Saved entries
━━━━━━━━
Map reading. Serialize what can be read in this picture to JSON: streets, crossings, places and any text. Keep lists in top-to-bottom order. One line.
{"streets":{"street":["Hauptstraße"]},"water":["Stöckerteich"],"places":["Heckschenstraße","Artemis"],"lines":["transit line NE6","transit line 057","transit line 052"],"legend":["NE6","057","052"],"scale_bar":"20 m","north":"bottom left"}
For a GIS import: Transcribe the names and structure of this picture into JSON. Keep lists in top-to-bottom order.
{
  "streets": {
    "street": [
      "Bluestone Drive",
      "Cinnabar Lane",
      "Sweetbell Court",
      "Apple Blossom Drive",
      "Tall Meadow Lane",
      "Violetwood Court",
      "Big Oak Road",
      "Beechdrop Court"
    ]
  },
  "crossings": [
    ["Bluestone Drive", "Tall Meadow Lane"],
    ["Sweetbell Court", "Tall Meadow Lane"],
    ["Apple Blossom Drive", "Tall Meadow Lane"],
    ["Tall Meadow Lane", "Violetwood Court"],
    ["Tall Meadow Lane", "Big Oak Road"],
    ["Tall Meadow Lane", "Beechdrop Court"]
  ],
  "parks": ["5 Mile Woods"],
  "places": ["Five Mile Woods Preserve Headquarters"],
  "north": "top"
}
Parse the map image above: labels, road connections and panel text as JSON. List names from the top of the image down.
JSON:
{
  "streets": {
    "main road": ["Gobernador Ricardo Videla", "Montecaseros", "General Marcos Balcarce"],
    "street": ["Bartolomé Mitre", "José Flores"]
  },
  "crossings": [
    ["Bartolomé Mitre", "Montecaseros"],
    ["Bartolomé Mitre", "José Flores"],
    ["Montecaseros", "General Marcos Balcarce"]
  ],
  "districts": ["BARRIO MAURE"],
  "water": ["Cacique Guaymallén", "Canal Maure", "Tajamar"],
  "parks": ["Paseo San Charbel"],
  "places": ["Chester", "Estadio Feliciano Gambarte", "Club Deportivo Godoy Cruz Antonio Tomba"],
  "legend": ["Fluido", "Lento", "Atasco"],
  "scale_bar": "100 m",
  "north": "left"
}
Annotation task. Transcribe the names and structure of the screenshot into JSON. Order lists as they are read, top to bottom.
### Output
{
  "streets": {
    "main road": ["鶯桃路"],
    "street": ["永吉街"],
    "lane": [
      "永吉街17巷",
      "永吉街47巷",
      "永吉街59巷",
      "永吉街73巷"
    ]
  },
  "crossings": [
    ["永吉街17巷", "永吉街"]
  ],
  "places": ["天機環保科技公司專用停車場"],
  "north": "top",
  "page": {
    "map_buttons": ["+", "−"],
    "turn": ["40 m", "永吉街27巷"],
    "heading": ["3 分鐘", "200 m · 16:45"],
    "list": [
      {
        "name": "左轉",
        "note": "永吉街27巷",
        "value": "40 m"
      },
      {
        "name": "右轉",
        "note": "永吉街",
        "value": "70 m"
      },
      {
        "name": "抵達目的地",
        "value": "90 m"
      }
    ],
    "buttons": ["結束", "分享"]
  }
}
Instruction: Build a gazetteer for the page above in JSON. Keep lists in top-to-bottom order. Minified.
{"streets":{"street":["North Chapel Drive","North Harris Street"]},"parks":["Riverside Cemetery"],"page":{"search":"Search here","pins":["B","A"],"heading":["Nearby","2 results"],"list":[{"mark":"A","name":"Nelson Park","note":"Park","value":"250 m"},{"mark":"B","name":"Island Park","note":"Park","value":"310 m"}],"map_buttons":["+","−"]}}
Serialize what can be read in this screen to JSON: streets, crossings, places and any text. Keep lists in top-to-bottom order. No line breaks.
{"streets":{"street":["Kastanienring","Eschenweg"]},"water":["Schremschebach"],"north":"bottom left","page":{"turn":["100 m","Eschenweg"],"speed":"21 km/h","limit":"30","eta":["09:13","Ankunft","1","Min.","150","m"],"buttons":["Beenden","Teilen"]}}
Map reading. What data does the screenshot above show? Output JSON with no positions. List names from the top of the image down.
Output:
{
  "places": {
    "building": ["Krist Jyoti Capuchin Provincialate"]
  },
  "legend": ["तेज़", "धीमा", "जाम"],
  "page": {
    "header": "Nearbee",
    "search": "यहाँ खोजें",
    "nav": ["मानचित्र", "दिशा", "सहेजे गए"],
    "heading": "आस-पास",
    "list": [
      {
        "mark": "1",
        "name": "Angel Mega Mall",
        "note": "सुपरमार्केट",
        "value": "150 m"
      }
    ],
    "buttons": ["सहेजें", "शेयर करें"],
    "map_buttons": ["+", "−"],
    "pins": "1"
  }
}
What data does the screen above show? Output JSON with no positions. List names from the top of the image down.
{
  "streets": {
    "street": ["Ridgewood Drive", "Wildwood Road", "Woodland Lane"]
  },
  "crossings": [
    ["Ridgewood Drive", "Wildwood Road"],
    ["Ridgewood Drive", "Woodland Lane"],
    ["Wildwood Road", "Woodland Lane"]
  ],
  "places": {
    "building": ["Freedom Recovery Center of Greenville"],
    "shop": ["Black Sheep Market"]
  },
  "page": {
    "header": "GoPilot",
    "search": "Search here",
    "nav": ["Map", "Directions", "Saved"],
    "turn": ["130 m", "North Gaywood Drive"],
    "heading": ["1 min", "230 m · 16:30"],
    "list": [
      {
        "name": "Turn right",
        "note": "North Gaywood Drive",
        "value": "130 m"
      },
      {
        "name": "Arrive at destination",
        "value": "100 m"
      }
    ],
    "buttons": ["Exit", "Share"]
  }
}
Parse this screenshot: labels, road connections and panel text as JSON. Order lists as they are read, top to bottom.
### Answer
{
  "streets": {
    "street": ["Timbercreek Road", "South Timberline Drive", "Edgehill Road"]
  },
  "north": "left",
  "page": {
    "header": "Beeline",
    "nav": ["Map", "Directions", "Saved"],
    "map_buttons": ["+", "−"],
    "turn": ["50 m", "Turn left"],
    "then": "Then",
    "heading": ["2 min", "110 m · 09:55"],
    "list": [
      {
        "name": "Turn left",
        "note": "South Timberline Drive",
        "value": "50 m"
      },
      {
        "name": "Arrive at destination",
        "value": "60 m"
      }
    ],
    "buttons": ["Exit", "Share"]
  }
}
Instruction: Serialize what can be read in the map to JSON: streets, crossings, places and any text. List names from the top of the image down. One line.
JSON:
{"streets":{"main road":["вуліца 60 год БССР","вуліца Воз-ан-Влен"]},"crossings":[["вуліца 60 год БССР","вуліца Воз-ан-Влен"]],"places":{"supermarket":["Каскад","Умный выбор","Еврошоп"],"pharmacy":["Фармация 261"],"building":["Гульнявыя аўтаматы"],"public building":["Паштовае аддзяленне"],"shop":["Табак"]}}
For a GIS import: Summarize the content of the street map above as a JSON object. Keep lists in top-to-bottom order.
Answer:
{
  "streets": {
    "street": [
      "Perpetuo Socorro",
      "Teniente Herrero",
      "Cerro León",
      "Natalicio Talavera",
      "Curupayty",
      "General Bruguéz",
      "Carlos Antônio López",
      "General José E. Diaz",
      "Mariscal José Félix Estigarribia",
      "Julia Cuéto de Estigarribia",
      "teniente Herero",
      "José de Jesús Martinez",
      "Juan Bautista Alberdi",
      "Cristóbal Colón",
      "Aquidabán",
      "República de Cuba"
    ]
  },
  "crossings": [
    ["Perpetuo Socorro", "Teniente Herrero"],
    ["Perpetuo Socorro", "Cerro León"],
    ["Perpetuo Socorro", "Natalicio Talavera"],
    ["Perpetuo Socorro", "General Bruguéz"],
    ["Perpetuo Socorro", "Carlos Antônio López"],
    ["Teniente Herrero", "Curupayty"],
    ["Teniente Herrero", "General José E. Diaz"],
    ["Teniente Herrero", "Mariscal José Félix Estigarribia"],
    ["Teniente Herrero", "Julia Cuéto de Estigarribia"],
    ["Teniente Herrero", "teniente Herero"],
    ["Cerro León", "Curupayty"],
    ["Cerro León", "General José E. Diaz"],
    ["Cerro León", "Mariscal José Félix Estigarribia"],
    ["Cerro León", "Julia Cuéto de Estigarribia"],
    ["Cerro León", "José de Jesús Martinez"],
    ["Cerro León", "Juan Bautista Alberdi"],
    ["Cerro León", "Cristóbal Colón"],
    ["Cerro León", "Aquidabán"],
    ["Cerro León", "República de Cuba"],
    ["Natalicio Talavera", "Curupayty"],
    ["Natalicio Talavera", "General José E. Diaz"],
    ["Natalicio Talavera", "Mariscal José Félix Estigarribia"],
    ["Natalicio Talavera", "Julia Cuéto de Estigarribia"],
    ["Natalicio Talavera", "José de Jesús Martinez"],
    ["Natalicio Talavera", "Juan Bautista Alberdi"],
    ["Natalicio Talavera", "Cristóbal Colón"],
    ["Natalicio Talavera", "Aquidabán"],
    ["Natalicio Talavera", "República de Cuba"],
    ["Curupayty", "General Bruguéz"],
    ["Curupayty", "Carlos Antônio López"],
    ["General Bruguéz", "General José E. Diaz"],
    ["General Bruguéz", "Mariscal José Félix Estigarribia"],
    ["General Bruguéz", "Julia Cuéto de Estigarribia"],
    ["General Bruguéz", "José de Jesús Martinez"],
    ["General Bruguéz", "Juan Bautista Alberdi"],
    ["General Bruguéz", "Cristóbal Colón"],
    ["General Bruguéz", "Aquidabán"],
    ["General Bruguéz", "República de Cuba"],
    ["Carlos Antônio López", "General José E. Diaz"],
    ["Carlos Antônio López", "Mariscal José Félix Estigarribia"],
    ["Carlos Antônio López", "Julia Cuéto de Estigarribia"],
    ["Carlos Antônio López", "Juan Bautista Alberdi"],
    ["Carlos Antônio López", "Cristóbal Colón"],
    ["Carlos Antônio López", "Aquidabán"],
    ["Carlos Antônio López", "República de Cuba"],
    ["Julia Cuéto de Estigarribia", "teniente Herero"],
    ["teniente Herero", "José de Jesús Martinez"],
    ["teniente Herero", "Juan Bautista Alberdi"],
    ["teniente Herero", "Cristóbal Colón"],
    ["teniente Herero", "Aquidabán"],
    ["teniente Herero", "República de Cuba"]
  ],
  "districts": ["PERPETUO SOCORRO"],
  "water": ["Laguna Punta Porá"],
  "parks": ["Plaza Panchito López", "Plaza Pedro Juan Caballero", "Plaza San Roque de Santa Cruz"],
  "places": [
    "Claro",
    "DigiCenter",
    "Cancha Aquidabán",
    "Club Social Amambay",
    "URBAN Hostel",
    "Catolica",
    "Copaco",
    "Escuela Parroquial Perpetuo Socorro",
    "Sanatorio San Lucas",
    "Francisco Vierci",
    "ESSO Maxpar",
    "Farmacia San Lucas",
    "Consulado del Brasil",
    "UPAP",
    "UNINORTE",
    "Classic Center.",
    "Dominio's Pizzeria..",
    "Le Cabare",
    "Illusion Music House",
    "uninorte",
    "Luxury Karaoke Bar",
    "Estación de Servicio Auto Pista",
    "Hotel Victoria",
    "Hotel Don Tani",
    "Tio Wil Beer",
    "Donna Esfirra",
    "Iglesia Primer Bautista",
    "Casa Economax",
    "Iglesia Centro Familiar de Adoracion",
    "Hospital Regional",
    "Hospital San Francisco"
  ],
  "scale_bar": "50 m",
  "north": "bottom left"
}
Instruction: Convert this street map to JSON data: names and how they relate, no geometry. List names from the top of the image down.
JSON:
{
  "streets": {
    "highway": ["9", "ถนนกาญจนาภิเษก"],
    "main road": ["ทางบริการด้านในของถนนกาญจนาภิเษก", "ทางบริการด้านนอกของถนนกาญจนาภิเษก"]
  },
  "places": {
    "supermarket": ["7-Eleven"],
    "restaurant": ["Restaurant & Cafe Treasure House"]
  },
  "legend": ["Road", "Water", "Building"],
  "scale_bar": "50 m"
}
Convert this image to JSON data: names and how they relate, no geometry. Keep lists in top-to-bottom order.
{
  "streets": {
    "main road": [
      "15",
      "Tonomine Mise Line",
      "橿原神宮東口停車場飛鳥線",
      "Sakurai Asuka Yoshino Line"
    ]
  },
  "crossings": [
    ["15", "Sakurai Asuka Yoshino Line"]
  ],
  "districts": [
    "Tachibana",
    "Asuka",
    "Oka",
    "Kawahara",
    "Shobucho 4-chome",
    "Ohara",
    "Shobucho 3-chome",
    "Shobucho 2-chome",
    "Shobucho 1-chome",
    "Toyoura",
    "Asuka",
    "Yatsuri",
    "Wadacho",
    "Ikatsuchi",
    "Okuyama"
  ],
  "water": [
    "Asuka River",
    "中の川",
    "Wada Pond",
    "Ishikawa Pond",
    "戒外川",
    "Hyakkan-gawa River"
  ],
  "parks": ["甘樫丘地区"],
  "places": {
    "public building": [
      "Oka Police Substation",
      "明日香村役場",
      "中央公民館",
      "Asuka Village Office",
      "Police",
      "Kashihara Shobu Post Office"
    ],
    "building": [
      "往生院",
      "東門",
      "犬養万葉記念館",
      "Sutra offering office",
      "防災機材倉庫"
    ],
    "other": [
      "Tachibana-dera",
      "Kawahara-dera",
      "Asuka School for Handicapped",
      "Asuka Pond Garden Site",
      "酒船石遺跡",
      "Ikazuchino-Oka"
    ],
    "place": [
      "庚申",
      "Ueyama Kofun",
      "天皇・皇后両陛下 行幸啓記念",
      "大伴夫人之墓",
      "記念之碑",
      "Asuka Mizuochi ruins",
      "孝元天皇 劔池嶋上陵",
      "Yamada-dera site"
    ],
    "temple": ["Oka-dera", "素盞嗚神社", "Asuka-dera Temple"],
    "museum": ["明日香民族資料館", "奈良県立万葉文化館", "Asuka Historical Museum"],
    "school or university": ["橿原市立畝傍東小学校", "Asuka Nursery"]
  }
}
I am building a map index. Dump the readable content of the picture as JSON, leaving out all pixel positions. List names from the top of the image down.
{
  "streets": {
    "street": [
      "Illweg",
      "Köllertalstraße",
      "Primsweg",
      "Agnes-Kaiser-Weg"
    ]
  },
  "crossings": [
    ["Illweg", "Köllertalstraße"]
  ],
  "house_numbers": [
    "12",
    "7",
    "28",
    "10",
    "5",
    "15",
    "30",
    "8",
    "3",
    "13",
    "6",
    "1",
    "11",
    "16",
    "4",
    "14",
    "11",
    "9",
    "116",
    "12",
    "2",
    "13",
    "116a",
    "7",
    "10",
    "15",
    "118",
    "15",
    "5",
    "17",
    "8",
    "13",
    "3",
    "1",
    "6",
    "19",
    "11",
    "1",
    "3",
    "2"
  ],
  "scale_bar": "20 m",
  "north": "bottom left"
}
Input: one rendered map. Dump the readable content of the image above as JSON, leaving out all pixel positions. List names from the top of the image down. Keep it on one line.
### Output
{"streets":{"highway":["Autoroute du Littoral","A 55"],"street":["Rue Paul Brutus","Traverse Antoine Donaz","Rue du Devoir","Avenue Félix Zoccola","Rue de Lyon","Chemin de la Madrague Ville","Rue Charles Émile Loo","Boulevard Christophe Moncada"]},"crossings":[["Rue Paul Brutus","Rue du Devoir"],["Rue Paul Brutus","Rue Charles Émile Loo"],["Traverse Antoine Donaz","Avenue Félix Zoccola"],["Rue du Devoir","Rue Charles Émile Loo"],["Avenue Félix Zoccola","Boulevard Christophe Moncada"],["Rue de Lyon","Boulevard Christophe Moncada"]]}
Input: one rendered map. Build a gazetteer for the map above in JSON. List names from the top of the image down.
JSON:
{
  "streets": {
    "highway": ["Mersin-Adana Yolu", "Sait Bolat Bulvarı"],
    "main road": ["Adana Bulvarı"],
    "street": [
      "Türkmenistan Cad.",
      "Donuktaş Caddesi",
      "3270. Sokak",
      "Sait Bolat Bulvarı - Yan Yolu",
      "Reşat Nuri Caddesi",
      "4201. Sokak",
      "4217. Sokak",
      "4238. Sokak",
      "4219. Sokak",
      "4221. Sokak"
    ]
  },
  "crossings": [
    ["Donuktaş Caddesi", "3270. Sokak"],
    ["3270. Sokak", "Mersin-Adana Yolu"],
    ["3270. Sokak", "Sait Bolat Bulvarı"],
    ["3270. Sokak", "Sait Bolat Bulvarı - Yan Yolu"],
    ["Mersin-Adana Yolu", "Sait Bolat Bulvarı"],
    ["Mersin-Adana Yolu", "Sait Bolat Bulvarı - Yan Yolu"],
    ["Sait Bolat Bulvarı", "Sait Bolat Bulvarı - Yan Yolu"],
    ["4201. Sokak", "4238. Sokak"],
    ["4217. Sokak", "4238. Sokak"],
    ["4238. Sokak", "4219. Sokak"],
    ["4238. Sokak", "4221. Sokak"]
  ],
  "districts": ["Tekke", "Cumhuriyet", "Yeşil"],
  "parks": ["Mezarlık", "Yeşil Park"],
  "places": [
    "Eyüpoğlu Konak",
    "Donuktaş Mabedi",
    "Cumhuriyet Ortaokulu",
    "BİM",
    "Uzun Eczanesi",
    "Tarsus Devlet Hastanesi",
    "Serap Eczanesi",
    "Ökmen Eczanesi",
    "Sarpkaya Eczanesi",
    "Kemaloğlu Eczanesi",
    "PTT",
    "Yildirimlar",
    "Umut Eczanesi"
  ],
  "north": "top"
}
━━━━━━━━
Problem requirements
The first line of the entries above and every line after it, up to and including the line with "Parse the map", should be set down exactly.

Exercise response
Map reading. Serialize what can be read in this picture to JSON: streets, crossings, places and any text. Keep lists in top-to-bottom order. One line.
{"streets":{"street":["Hauptstraße"]},"water":["Stöckerteich"],"places":["Heckschenstraße","Artemis"],"lines":["transit line NE6","transit line 057","transit line 052"],"legend":["NE6","057","052"],"scale_bar":"20 m","north":"bottom left"}
For a GIS import: Transcribe the names and structure of this picture into JSON. Keep lists in top-to-bottom order.
{
  "streets": {
    "street": [
      "Bluestone Drive",
      "Cinnabar Lane",
      "Sweetbell Court",
      "Apple Blossom Drive",
      "Tall Meadow Lane",
      "Violetwood Court",
      "Big Oak Road",
      "Beechdrop Court"
    ]
  },
  "crossings": [
    ["Bluestone Drive", "Tall Meadow Lane"],
    ["Sweetbell Court", "Tall Meadow Lane"],
    ["Apple Blossom Drive", "Tall Meadow Lane"],
    ["Tall Meadow Lane", "Violetwood Court"],
    ["Tall Meadow Lane", "Big Oak Road"],
    ["Tall Meadow Lane", "Beechdrop Court"]
  ],
  "parks": ["5 Mile Woods"],
  "places": ["Five Mile Woods Preserve Headquarters"],
  "north": "top"
}
Parse the map image above: labels, road connections and panel text as JSON. List names from the top of the image down.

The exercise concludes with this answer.